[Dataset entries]
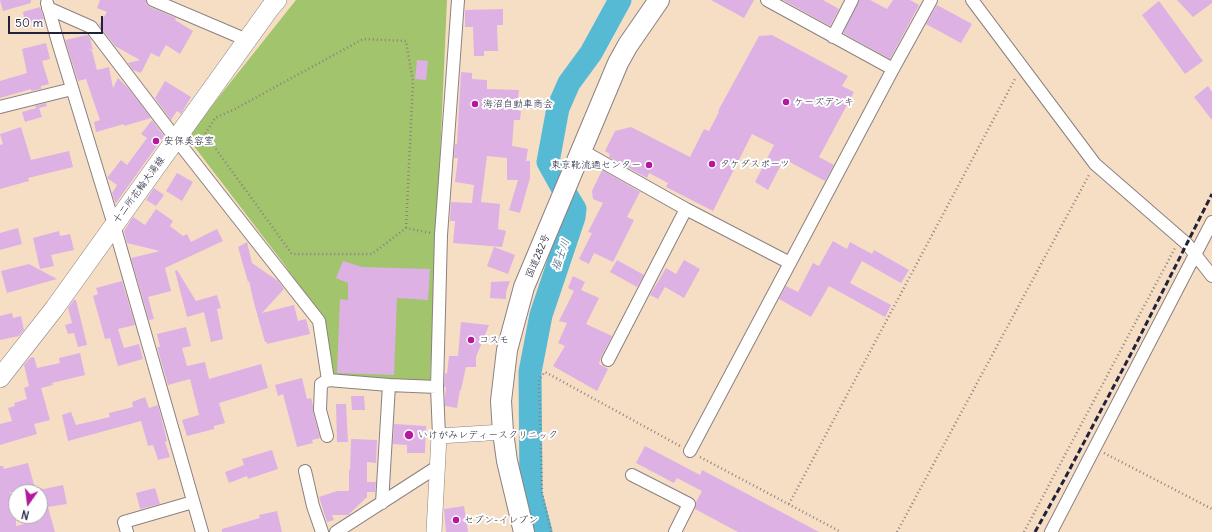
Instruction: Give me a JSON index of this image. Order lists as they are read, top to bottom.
{
  "streets": {
    "highway": ["国道282号"],
    "main road": ["十二所花輪大湯線"]
  },
  "water": ["福士川"],
  "places": [
    "ケーズデンキ",
    "海沼自動車商会",
    "安保美容室",
    "タケダスポーツ",
    "東京靴流通センター",
    "コスモ",
    "いけがみレディースクリニック",
    "セブン-イレブン"
  ],
  "scale_bar": "50 m",
  "north": "bottom"
}
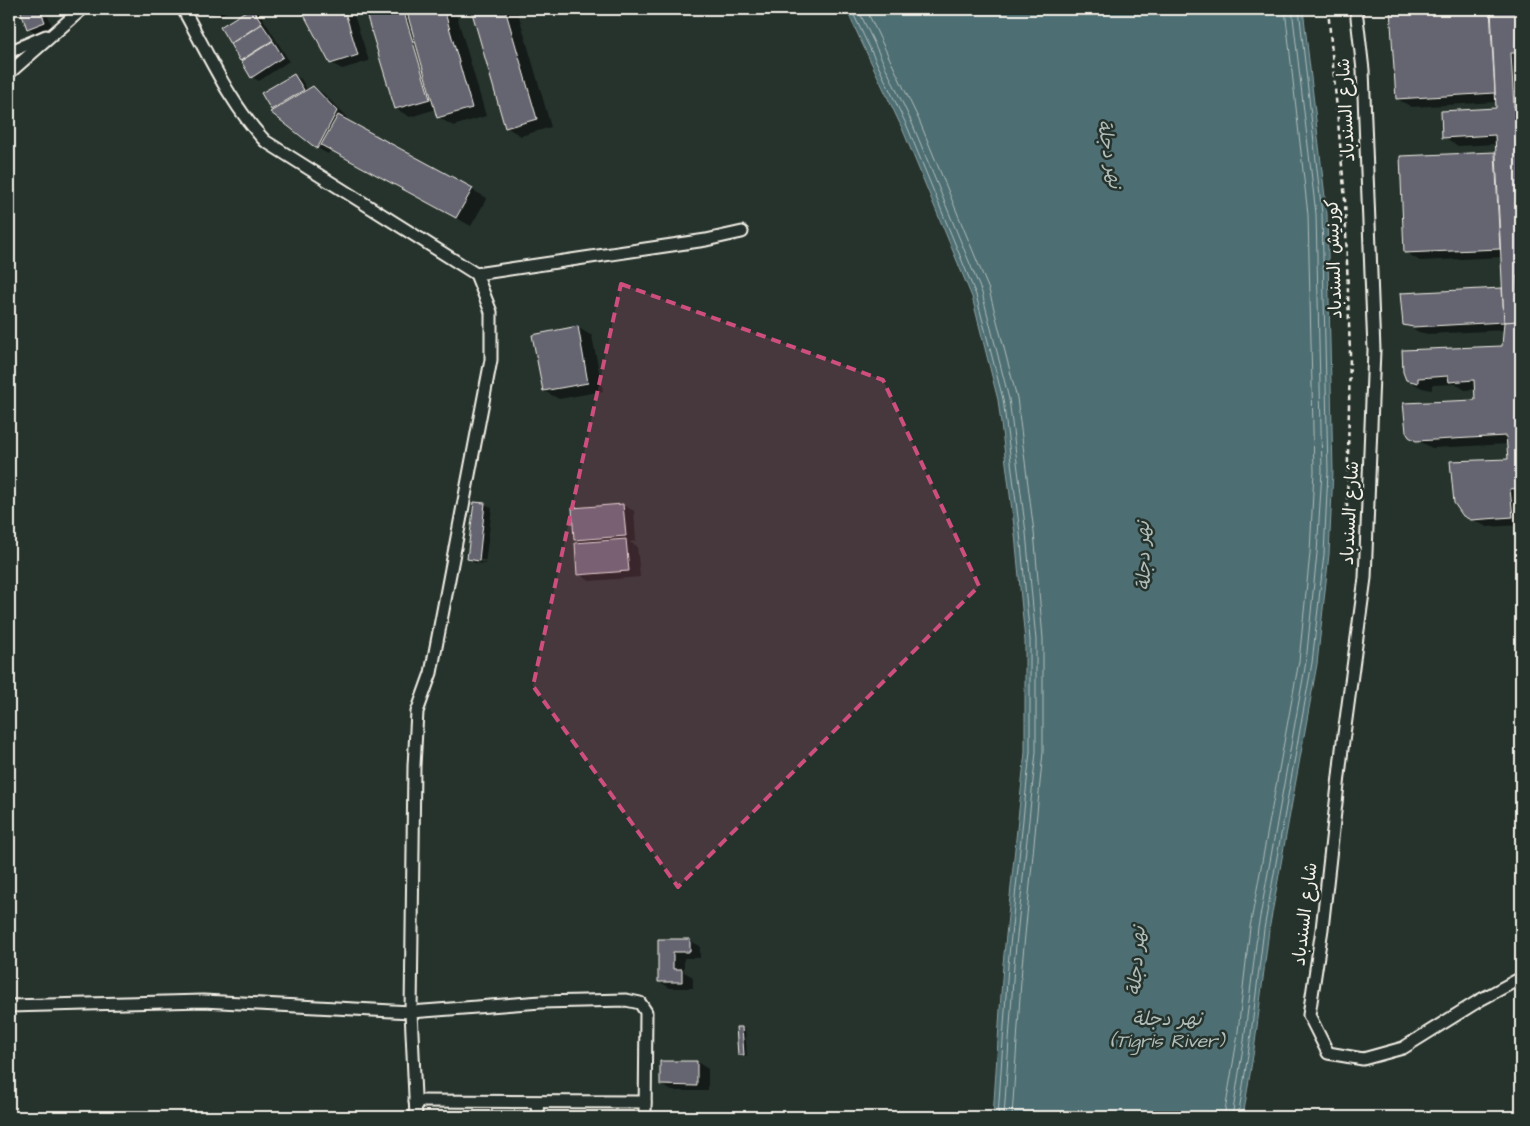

The problem. The copy you output must match the entries above exactly, except that it has no pictures.

Problem solution.
Instruction: Give me a JSON index of this image. Order lists as they are read, top to bottom.
{
  "streets": {
    "highway": ["国道282号"],
    "main road": ["十二所花輪大湯線"]
  },
  "water": ["福士川"],
  "places": [
    "ケーズデンキ",
    "海沼自動車商会",
    "安保美容室",
    "タケダスポーツ",
    "東京靴流通センター",
    "コスモ",
    "いけがみレディースクリニック",
    "セブン-イレブン"
  ],
  "scale_bar": "50 m",
  "north": "bottom"
}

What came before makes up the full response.